Turbo-fan engine acceleration control schedule optimization based on DNN-LPV model

Abstract

The acceleration control schedule (ACS) is crucial in determining the acceleration performance of an aero-engine and is usually acquired by optimization means. To reduce the computational burden in optimizing ACS and improve the ACS superiority, a local receding-horizon optimization method with the structure of model predictive control is proposed. Moreover, a novel online data-driven linear parameter varying model based on a special structure deep neural network (DNN) is proposed to establish the predictive model to ensure prediction accuracy and modeling efficiency.

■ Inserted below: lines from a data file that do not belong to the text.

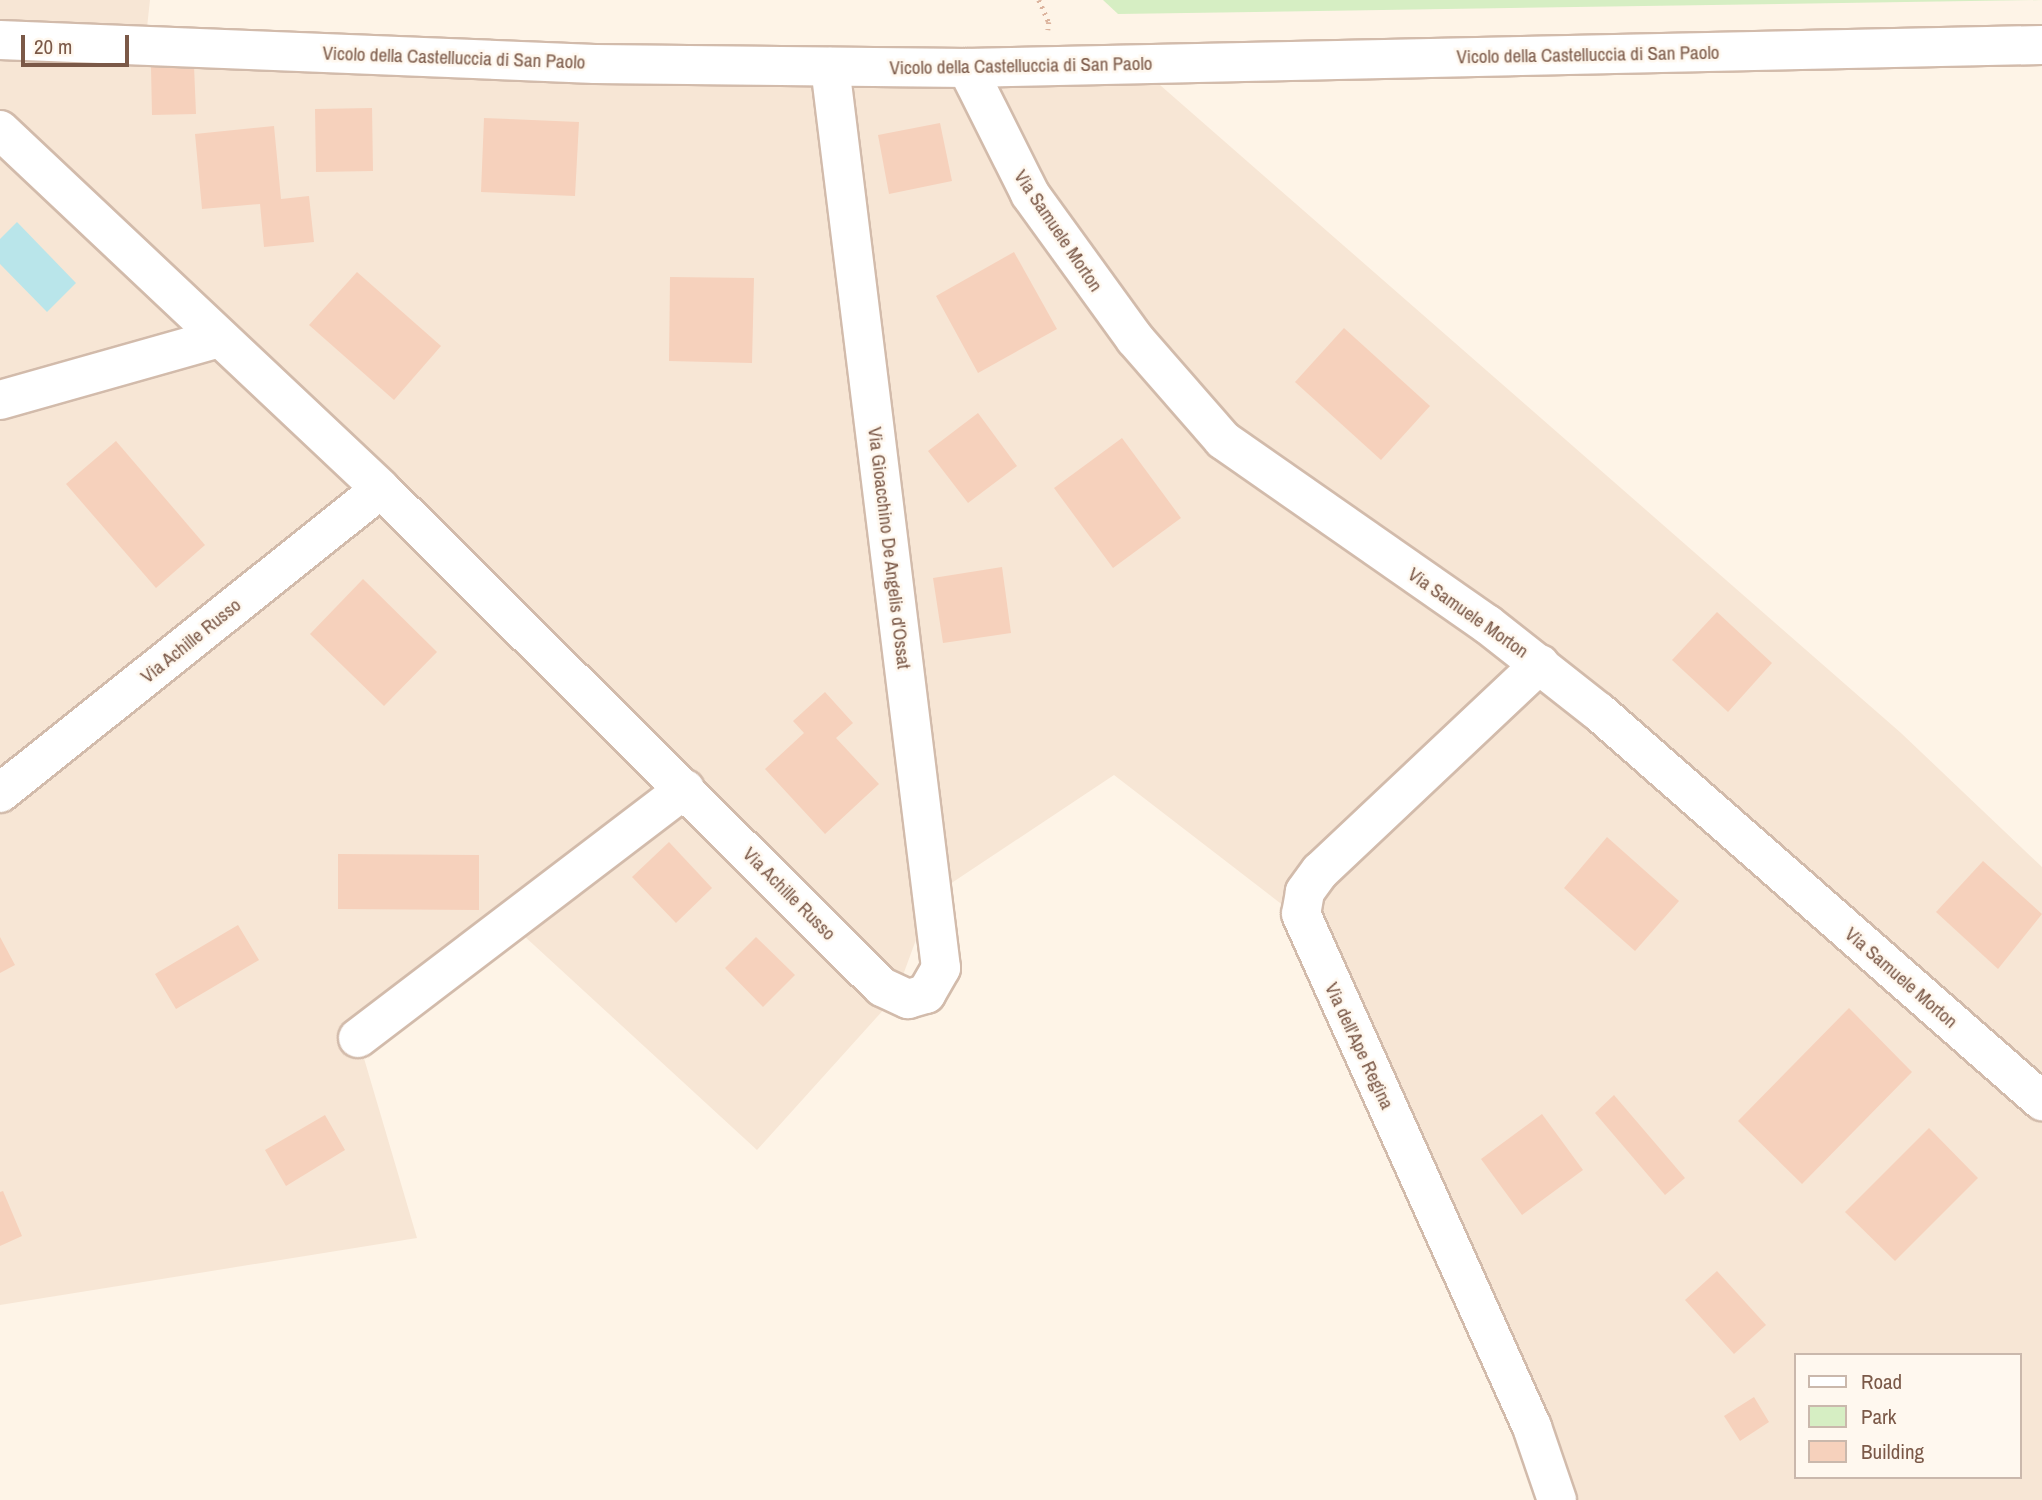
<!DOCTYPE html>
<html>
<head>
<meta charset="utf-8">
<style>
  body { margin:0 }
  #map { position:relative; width:2042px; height:1500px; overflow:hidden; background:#fef4e7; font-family:"Archivo Narrow",sans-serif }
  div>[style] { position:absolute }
  .residential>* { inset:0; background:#f7e6d5 }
  .green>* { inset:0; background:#d6eec3 }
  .water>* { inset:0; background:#b9e5ea }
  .building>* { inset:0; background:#f6d1bc }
  .path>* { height:4.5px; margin-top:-2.25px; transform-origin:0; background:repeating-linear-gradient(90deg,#dcb49e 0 2px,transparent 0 7px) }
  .roads { filter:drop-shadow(2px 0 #d2bbab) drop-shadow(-2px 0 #d2bbab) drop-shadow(0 2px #d2bbab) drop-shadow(0 -2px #d2bbab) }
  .minor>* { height:38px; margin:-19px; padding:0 19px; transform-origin:19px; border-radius:19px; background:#fff }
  span { translate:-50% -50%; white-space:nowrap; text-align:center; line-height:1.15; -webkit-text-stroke:5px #fff8ef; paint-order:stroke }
  .street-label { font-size:19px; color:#7b5948 }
  .legend { position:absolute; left:1794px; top:1353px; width:228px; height:126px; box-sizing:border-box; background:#fff8ef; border:2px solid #cab8ac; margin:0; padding:9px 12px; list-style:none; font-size:21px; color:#7b5948 }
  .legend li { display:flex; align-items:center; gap:14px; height:35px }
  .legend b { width:35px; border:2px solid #cab8ac }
  .scale { position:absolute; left:21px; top:35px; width:108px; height:32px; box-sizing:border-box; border:4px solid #7b5948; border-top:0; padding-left:9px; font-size:21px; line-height:24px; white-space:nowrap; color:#7b5948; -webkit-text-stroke:5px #fff8ef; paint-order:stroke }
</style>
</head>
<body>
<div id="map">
  <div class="residential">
    <i style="clip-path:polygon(evenodd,0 0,150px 0,145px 46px,1136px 64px,1901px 733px,2042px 867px,2042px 1500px,1556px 1500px,1302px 920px,1114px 775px,932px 896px,895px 997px,757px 1150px,510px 923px,358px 1038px,417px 1238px,0 1305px,0 0,1795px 1355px,2019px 1355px,2019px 1477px,1795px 1477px,1795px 1355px)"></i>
  </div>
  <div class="green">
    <i style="clip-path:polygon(1103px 0,2042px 0,1118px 14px)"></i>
  </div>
  <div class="water">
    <i style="clip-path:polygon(17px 222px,76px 283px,47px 312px,0 264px,0 239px)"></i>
  </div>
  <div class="building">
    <i style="clip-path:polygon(194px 66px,196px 114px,152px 115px,151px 67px)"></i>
    <i style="clip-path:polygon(372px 108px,373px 171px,316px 172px,315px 109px)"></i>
    <i style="clip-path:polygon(484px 118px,579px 122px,575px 196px,481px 192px)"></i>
    <i style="clip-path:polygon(940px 123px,952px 181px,889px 194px,878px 135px)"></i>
    <i style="clip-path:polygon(274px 126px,281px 199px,309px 196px,314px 242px,264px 247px,260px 204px,202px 209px,195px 134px)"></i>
    <i style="clip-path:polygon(1014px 252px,1057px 329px,978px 373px,936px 296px)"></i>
    <i style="clip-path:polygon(357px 272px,441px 346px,394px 400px,309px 325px)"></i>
    <i style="clip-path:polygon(670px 277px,754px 278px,752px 363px,669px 361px)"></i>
    <i style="clip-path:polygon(1344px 328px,1430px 406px,1381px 460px,1295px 382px)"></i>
    <i style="clip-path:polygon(978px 413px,1017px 466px,968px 503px,928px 451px)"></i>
    <i style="clip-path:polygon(1122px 438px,1181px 518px,1113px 568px,1054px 488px)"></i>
    <i style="clip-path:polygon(116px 441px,205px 545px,156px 588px,66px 484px)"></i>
    <i style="clip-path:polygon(1002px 567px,1011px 633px,943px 643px,933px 578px)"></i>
    <i style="clip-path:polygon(363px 579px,437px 652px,384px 706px,310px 634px)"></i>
    <i style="clip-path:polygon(1717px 612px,1772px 663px,1728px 712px,1672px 660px)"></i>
    <i style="clip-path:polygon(825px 692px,853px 723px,836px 738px,879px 784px,825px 834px,765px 769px,804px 733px,793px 721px)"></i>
    <i style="clip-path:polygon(1607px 837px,1679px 901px,1635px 951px,1564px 888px)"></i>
    <i style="clip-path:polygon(669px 842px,712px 888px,676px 923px,632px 877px)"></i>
    <i style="clip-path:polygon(338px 854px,479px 855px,479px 910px,338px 909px)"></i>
    <i style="clip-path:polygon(1983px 861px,2042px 914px,1998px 969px,1936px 912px)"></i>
    <i style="clip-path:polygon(238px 925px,259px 960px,176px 1009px,155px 974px)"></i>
    <i style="clip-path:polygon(0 937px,15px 965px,0 973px)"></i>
    <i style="clip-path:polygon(756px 937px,795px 975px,763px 1007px,725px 968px)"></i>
    <i style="clip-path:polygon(1849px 1008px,1912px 1072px,1802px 1184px,1738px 1121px)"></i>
    <i style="clip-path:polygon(1614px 1095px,1685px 1178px,1665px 1195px,1595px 1113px)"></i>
    <i style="clip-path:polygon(1542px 1114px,1583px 1170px,1522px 1215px,1481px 1159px)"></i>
    <i style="clip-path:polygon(325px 1115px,345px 1150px,286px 1186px,265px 1150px)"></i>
    <i style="clip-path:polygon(1929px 1128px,1978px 1178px,1895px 1261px,1845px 1212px)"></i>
    <i style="clip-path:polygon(3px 1191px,22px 1236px,0 1246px,0 1192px)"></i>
    <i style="clip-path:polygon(1717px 1271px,1766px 1325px,1734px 1354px,1685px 1300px)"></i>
    <i style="clip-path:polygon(1754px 1397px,1769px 1422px,1740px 1441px,1724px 1416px)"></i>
  </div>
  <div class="path">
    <i style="left:1039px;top:0;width:24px;rotate:66deg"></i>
    <i style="left:1049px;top:22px;width:8px;rotate:97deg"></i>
  </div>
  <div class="roads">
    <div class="minor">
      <i style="left:0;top:40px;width:595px;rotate:2.31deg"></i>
      <i style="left:595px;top:64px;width:372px;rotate:0.6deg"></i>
      <i style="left:967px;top:68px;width:1075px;rotate:-1.23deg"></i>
      <i style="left:967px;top:68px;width:141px;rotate:63.4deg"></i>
      <i style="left:1030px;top:194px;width:179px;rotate:54.1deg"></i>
      <i style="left:1135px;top:339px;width:134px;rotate:48.9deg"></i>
      <i style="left:1223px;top:440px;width:322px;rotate:34.9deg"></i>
      <i style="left:1487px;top:624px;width:142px;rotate:38.2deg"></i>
      <i style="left:1599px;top:712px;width:590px;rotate:41.29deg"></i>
      <i style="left:0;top:130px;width:523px;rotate:43.3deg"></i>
      <i style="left:381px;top:489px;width:706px;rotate:44.83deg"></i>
      <i style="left:882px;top:987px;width:29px;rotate:25deg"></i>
      <i style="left:908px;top:999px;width:19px;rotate:-16deg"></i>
      <i style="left:926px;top:994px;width:30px;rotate:-60deg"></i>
      <i style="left:941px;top:968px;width:908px;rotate:-97.02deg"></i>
      <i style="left:0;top:400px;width:228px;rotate:-15.8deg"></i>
      <i style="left:1540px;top:664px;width:302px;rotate:136.7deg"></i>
      <i style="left:1320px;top:871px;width:26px;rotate:126deg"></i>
      <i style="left:1305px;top:892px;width:22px;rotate:100deg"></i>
      <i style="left:1301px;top:914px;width:563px;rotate:65.76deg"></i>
      <i style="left:1532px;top:1427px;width:77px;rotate:71.1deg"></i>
      <i style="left:0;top:793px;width:487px;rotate:-38.6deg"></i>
      <i style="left:358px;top:1038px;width:411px;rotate:-37.3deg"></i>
    </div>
  </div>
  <div class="street-label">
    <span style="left:1588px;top:55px;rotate:-1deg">Vicolo della Castelluccia di San Paolo</span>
    <span style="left:454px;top:58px;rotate:2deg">Vicolo della Castelluccia di San Paolo</span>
    <span style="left:1021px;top:66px;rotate:-1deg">Vicolo della Castelluccia di San Paolo</span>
    <span style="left:1058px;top:231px;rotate:56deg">Via Samuele Morton</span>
    <span style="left:889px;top:548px;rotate:83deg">Via Gioacchino De Angelis d'Ossat</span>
    <span style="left:1468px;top:613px;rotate:35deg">Via Samuele Morton</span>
    <span style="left:191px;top:641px;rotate:-39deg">Via Achille Russo</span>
    <span style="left:789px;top:894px;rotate:45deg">Via Achille Russo</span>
    <span style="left:1901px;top:978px;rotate:41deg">Via Samuele Morton</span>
    <span style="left:1359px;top:1046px;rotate:65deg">Via dell'Ape Regina</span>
  </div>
  <ul class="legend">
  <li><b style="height:9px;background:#fff"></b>Road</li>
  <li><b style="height:19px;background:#d6eec3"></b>Park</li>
  <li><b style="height:19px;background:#f6d1bc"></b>Building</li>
  </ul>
  <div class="scale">20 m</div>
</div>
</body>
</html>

Compared with common neural networks, an extra multiplying layer is inserted between the last hidden layer and the output layer which gives the output description of the DNN the ability to be transformed into the state space equations. Then the local optimization of the ACS can be constructed as a quadratic constraint problem with the state space predictive model. The optimizations are carried out at different isotherms within the flight envelope and an isotherm-based ACS is achieved which can be applied to the full-flight envelope by linear interpolation. Simulation results demonstrate that not only the proposed novel predictive model can achieve a high prediction accuracy, but also the ACS can effectively protect the engine from overlimit during acceleration at both design and off-design points. Thus, the effectiveness of the proposed method is validated.